Correspondence from the front lines:
I swear, the new recruits are no more than children. How the brass agreed to let them serve escapes me. In a war that has pitted brother against brother, father against son, comes a new pair. Classmate versus classmate. On this day, May 23rd, in the year of our Lord 2011, comes the 4th, 5th, and 6th grade Regiments of the Meridian Public School under the direction of Gen. Natalie Meyer.
Walking around camp, the troops seem nervous. For many of them, this is their first introduction to combat. Sure, scraps were had on the play ground, but never have they seen the full ravages of a war amongst themselves. The Union troops spend their idle time cleaning their guns, talking of their loved ones back home. A morbid question is posed around camp. "Where are you going to die?" All of the soldiers are certain they are not coming back.
Life in the Confederate camp is similar. The troops gnaw on hard tack and beans, gathered around a campfire. They punctuate their dinner with furtive glances at the Union camp only a few hundred yards away. These are troops they know, caught on another side of a conflict that neither knows how it will end.
Like any true Southerner, the troops find ways to escape the hot noon sun. Like their counterparts in the Union, these boys are certain of their death.
Then it happens. The familiar rat-a-tat-tat of the snare drum, the rasp of the bugle. Come now and see, as children go to war.
The union, while out numbered nearly two to one, has an ace in the hole. A canon, hiding on the tree line up the hill. Once the battle begins this instrument of destruction will cut across the Confederate ranks, leaving torn limbs and lives in the process.
It begins! The call to fire rings out, and both sides rush onto the field of Honor. Cry havoc, and let slip the dogs of War!
The canon roars to life, heard clearly over the shouts of the battle below. Children are cut down left and right, screams of pain lingering on their lips.
And just as soon as it has begun, it is over. The Union general lies dead at my feet, not even had made it across the road, the mere halfway point on the battle ground. As the children have promised, they all fell down dead, because that is way more cool that not falling down. Casualties were one hundred percent.

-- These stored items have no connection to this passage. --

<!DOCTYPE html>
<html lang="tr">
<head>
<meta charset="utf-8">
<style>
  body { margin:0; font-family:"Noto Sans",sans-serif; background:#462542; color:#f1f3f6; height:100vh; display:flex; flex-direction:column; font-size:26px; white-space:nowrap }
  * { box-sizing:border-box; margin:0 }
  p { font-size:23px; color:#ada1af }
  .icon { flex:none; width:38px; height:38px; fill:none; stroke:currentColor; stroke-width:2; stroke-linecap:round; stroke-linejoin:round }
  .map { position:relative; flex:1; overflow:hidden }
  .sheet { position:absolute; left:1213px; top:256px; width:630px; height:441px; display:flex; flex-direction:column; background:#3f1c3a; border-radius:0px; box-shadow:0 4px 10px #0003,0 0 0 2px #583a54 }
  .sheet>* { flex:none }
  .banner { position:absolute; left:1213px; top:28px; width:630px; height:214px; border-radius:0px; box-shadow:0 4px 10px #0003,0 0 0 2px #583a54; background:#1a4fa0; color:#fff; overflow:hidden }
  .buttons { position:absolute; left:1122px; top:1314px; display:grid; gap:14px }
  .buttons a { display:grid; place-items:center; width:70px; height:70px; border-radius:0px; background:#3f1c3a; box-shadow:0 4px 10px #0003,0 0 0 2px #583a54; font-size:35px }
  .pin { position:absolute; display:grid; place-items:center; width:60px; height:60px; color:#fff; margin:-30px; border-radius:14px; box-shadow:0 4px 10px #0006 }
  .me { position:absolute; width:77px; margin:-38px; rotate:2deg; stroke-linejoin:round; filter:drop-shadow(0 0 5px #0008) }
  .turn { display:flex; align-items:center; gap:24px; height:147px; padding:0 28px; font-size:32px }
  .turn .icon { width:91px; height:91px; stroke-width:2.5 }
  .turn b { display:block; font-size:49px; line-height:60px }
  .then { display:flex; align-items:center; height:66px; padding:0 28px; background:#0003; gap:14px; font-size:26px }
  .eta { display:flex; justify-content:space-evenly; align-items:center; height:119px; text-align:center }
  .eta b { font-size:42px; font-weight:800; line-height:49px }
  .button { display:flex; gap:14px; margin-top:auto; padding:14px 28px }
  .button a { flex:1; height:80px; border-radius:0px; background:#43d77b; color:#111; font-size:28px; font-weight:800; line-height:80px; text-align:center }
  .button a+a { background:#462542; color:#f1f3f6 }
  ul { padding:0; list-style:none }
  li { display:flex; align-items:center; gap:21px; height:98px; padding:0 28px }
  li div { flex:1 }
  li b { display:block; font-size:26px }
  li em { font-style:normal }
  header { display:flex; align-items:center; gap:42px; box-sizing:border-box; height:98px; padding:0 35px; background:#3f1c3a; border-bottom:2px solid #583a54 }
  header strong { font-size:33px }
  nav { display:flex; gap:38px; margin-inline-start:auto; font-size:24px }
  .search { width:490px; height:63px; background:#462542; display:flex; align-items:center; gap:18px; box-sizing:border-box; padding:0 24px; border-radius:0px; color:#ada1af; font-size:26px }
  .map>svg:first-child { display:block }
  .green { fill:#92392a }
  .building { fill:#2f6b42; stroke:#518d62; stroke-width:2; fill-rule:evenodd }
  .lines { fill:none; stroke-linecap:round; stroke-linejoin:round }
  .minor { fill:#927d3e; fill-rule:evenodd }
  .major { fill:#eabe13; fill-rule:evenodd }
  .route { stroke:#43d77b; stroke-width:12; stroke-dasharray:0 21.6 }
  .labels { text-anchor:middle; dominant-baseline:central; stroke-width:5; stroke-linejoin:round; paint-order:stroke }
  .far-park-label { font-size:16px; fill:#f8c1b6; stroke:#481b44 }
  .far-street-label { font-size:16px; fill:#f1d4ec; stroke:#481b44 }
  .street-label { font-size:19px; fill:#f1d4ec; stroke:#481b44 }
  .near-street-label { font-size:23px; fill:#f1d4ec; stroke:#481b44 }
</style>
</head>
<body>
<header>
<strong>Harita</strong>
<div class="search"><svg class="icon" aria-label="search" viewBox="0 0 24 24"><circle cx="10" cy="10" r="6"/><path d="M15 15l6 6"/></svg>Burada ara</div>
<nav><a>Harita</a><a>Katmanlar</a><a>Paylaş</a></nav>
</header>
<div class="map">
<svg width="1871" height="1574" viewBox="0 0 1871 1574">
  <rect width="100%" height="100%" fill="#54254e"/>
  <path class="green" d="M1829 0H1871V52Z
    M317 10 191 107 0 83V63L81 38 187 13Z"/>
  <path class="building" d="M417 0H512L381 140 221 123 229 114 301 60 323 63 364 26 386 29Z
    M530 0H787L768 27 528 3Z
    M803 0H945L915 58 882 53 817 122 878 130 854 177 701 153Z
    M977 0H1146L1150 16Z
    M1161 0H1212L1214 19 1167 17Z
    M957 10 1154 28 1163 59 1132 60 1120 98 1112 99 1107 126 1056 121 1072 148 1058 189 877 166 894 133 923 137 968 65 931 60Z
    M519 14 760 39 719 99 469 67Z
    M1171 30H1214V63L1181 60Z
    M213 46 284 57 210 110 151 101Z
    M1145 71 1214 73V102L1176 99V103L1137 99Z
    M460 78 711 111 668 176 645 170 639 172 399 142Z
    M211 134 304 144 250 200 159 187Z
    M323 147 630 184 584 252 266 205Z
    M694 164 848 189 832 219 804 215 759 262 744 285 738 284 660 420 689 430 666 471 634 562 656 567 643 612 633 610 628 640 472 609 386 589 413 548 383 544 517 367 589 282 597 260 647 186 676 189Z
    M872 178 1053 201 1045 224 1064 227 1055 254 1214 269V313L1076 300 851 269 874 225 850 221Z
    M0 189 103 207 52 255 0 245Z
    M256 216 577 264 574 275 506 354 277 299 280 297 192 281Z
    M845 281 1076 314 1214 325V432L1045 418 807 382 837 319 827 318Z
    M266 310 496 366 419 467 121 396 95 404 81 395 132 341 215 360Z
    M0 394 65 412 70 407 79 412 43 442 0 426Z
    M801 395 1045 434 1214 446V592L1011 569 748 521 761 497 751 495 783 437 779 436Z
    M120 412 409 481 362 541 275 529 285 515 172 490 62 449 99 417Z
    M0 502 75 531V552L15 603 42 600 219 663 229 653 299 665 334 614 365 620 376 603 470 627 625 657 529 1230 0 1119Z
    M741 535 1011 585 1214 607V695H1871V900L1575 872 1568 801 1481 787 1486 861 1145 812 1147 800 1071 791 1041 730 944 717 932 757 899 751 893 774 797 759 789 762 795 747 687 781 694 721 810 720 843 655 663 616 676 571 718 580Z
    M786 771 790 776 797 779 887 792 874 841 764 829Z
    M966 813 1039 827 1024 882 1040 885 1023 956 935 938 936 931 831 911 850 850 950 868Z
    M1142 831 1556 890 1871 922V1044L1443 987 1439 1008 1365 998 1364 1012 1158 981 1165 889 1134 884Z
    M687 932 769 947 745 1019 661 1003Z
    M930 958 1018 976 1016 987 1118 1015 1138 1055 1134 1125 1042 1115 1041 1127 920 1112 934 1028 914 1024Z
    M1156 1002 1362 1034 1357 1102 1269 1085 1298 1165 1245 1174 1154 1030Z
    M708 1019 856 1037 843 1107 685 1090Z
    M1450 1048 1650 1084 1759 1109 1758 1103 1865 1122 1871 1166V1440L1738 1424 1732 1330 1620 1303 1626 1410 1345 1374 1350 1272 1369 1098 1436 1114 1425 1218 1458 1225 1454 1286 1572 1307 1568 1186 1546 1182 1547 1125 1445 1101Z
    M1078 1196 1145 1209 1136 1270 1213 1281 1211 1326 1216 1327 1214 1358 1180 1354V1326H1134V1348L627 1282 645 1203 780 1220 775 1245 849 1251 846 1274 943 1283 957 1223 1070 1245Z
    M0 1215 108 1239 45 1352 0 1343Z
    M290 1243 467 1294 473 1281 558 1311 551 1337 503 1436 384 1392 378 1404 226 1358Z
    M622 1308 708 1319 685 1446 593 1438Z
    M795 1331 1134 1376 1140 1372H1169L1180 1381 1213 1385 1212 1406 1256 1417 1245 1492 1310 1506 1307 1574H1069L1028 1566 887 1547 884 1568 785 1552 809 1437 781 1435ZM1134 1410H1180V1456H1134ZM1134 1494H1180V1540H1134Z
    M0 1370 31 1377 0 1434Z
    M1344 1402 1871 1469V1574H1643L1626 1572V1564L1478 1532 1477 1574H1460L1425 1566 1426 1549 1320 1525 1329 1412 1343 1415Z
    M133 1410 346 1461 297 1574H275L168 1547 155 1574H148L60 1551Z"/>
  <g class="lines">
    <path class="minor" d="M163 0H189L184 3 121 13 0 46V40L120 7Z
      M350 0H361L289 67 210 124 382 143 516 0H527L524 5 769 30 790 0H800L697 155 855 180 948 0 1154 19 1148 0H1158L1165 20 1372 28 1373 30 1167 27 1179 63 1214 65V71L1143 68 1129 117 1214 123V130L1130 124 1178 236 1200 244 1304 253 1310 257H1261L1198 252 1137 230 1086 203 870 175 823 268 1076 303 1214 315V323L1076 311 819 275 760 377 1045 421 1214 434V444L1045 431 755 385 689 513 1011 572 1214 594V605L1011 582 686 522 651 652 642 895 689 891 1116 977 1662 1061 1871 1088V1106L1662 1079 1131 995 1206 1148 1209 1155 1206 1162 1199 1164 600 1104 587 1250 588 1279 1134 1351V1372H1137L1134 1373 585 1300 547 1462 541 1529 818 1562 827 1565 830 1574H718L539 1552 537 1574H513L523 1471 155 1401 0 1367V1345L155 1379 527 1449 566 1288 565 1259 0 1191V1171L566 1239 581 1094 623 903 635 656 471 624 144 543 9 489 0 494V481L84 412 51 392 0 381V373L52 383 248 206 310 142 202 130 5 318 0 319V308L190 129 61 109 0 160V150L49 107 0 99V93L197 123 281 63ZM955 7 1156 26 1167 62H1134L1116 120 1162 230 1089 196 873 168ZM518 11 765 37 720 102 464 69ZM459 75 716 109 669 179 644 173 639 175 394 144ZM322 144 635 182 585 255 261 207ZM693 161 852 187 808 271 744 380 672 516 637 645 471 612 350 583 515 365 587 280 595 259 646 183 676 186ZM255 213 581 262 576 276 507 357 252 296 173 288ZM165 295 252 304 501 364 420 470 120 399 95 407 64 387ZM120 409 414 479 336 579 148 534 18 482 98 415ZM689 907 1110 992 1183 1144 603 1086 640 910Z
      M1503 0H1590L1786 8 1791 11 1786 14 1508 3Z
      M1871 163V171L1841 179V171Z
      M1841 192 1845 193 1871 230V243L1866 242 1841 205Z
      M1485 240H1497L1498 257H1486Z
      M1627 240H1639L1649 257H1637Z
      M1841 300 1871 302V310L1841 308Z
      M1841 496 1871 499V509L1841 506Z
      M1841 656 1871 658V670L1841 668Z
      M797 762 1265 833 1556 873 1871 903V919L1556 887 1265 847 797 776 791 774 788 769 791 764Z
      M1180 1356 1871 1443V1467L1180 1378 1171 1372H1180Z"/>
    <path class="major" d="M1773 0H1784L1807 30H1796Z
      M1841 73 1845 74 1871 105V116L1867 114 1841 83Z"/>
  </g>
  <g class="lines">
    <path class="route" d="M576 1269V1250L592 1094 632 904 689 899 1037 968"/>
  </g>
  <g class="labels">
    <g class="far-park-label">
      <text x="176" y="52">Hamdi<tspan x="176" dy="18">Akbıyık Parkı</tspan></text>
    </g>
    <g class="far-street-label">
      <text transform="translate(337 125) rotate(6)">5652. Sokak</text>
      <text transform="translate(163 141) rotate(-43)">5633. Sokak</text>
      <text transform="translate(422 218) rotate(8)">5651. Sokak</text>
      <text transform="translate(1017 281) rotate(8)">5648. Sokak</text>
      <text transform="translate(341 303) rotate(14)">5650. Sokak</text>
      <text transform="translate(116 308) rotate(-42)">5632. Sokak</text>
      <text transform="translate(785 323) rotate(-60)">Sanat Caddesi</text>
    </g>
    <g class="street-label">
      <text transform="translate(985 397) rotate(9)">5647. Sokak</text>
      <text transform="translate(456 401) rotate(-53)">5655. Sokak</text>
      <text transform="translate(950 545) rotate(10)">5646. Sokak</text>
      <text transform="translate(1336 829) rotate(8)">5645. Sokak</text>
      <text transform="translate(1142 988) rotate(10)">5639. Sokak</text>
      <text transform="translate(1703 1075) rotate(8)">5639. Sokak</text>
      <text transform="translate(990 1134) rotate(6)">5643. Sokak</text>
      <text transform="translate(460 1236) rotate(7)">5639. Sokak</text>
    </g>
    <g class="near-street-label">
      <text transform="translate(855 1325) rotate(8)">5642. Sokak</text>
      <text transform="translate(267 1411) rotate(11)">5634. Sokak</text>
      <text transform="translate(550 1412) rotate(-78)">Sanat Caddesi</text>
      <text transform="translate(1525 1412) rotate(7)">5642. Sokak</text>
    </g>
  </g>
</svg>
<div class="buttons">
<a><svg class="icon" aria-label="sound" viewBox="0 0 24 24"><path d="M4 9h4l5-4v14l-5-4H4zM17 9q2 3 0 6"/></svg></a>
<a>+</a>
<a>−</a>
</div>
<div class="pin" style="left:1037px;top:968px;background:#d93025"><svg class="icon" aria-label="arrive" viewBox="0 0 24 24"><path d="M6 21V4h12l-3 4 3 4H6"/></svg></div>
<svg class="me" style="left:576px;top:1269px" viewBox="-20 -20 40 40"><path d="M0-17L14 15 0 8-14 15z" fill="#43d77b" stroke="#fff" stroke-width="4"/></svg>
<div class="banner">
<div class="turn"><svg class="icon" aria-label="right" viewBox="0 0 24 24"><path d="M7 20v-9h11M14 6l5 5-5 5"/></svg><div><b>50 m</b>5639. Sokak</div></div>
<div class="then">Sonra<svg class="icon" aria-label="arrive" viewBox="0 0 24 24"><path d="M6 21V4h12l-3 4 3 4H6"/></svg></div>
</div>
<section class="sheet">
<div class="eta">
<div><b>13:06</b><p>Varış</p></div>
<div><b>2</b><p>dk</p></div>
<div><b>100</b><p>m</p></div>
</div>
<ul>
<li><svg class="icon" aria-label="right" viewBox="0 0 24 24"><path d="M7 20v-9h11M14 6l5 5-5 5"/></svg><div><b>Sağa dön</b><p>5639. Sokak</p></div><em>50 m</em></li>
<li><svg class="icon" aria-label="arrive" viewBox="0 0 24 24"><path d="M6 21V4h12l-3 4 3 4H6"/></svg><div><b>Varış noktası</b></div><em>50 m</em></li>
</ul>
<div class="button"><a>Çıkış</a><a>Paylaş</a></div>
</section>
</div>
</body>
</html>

A brief silence fills the battle ground. Soon, four Confederate troops hop up, grabbing stretchers to carry their wounded to the field doctor.
The blood soaked surgeon removes a bullet from the arm of one of the troops. With any luck she will keep her arm. Infection is an all too common happenstance.
Here is one who was not so lucky. Spared a few precious drops of ether and whiskey to dull the pain, the surgeon has to amputate.
Afterwards, gathered in their camps, I visited each side. Photos to commemorate their battle, stories to be shared. Despite losing, the Confederates seemed oddly upbeat. There will be no long reconstruction, as all of the camps are torn down, hopefully never to be used by these children again.
So now what are we left with? Two sides, once friends, met on the field of honor. Even after their deaths, they have learned something. History will not repeat itself with these children, now grown in the face of war. That is, until their teacher covers the Civil War again next year.